Work to complete
Reproduce the data exactly as given, except for any images.

··· Information given

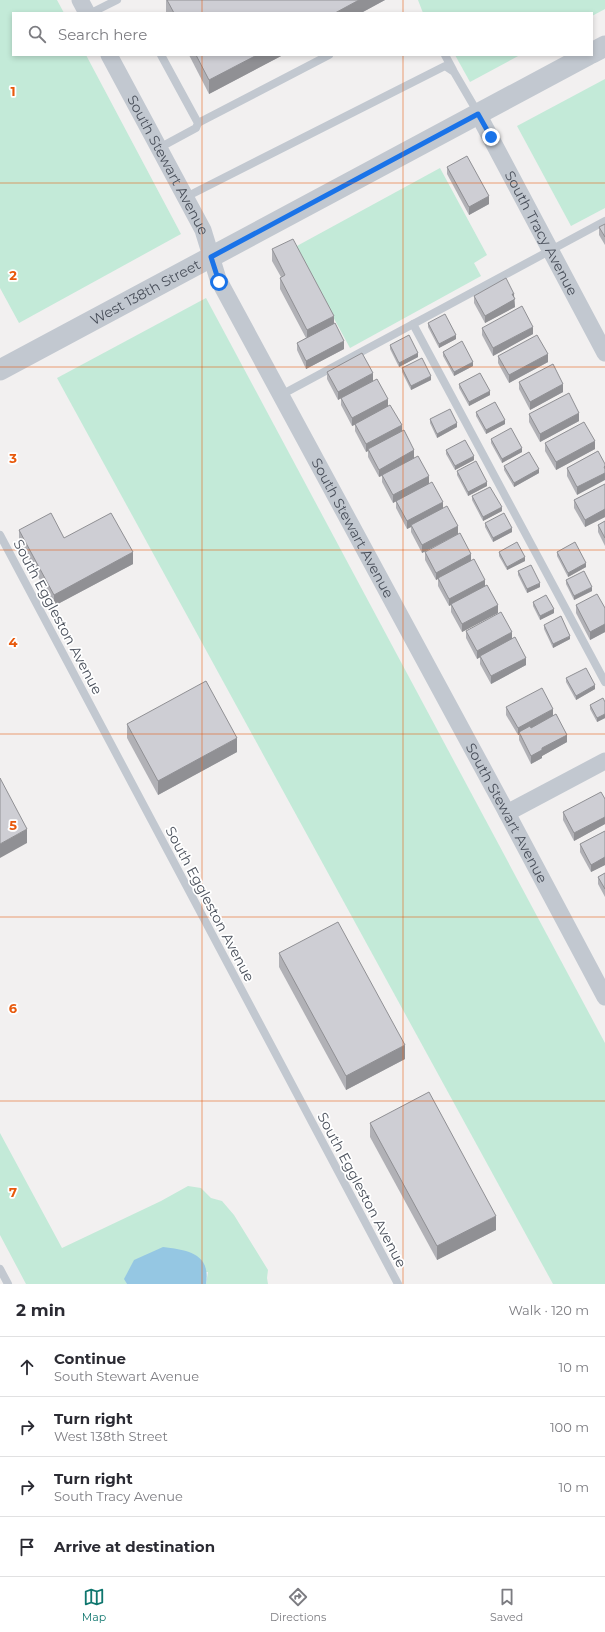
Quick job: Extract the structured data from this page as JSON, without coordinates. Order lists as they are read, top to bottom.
{
  "streets": {
    "street": ["South Stewart Avenue", "South Tracy Avenue", "West 138th Street"],
    "lane": ["South Eggleston Avenue"]
  },
  "crossings": [
    ["South Stewart Avenue", "West 138th Street"],
    ["South Tracy Avenue", "West 138th Street"]
  ],
  "page": {
    "search": "Search here",
    "heading": ["2 min", "Walk · 120 m"],
    "list": [
      ["Continue", "South Stewart Avenue", "10 m"],
      ["Turn right", "West 138th Street", "100 m"],
      ["Turn right", "South Tracy Avenue", "10 m"],
      "Arrive at destination"
    ],
    "nav": ["Map", "Directions", "Saved"]
  },
  "grid": {
    "rows": [
      "1",
      "2",
      "3",
      "4",
      "5",
      "6",
      "7"
    ]
  }
}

······

Solution to this exercise
Quick job: Extract the structured data from this page as JSON, without coordinates. Order lists as they are read, top to bottom.
{
  "streets": {
    "street": ["South Stewart Avenue", "South Tracy Avenue", "West 138th Street"],
    "lane": ["South Eggleston Avenue"]
  },
  "crossings": [
    ["South Stewart Avenue", "West 138th Street"],
    ["South Tracy Avenue", "West 138th Street"]
  ],
  "page": {
    "search": "Search here",
    "heading": ["2 min", "Walk · 120 m"],
    "list": [
      ["Continue", "South Stewart Avenue", "10 m"],
      ["Turn right", "West 138th Street", "100 m"],
      ["Turn right", "South Tracy Avenue", "10 m"],
      "Arrive at destination"
    ],
    "nav": ["Map", "Directions", "Saved"]
  },
  "grid": {
    "rows": [
      "1",
      "2",
      "3",
      "4",
      "5",
      "6",
      "7"
    ]
  }
}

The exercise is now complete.